[Dataset entries]

"""

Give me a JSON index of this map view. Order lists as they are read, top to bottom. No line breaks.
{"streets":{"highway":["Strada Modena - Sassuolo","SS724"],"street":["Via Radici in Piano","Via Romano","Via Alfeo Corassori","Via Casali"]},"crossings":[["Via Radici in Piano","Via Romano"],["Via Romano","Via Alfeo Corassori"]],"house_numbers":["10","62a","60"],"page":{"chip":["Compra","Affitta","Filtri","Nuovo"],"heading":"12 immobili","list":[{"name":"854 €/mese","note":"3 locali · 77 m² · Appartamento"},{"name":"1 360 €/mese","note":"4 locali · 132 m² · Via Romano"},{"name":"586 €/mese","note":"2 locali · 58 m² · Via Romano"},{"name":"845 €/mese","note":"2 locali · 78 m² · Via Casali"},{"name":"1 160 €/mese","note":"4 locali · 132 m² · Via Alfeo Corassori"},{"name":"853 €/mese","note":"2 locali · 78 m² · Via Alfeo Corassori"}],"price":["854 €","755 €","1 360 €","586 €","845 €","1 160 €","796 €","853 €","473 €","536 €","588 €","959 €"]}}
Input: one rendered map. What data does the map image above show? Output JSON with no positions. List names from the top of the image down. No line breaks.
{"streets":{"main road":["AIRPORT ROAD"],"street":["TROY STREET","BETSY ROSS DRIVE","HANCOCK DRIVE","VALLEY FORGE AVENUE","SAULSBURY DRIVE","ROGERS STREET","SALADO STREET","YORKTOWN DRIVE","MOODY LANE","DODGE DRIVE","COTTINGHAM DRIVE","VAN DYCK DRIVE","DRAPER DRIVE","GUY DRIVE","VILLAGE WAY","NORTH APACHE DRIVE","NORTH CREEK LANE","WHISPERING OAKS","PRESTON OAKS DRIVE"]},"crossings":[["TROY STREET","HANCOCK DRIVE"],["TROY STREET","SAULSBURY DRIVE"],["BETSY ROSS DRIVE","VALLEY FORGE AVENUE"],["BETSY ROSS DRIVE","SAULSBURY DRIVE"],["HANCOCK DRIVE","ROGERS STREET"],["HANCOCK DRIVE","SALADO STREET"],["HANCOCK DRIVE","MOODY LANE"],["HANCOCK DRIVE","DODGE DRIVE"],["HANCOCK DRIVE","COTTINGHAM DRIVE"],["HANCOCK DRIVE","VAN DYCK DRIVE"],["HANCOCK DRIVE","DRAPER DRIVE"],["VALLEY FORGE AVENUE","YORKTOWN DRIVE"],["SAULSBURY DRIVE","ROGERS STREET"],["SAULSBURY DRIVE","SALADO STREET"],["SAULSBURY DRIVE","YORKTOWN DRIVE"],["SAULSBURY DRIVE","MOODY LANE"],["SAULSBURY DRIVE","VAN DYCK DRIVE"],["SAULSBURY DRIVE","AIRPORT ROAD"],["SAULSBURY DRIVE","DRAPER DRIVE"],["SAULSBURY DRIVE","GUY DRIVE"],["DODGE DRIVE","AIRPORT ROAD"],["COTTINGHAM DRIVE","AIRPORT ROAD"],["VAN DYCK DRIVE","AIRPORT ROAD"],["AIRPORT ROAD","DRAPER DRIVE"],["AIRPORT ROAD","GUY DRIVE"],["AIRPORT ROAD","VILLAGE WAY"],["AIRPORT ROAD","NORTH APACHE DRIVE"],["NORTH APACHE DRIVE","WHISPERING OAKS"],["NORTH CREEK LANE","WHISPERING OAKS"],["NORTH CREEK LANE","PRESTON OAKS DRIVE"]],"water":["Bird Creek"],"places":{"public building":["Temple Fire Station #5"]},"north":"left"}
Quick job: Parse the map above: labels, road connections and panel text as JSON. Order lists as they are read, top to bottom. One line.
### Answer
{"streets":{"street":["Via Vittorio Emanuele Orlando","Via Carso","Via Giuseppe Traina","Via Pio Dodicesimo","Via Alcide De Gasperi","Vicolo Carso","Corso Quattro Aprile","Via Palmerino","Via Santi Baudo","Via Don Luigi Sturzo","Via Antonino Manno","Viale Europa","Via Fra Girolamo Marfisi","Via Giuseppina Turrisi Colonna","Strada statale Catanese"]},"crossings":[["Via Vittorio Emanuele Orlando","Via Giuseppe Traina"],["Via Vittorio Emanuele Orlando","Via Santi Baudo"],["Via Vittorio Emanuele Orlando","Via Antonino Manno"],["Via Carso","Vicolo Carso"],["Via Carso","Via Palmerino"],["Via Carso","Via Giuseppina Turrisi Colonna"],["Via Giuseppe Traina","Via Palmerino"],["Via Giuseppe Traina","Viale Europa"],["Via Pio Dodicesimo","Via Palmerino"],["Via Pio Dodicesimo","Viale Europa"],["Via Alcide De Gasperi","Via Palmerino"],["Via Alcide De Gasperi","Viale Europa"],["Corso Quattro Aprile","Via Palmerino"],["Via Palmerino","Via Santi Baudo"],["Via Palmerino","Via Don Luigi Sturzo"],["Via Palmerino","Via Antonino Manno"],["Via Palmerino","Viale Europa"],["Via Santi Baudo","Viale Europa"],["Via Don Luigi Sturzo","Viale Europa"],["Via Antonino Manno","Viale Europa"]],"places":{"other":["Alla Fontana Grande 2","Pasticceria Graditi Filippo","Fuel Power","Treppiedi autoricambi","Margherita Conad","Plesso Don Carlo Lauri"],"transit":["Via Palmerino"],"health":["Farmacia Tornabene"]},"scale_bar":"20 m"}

"""

» Assignment: What is needed is each line of the entries that contains the word "read".

» Task result:
Give me a JSON index of this map view. Order lists as they are read, top to bottom. No line breaks.
Quick job: Parse the map above: labels, road connections and panel text as JSON. Order lists as they are read, top to bottom. One line.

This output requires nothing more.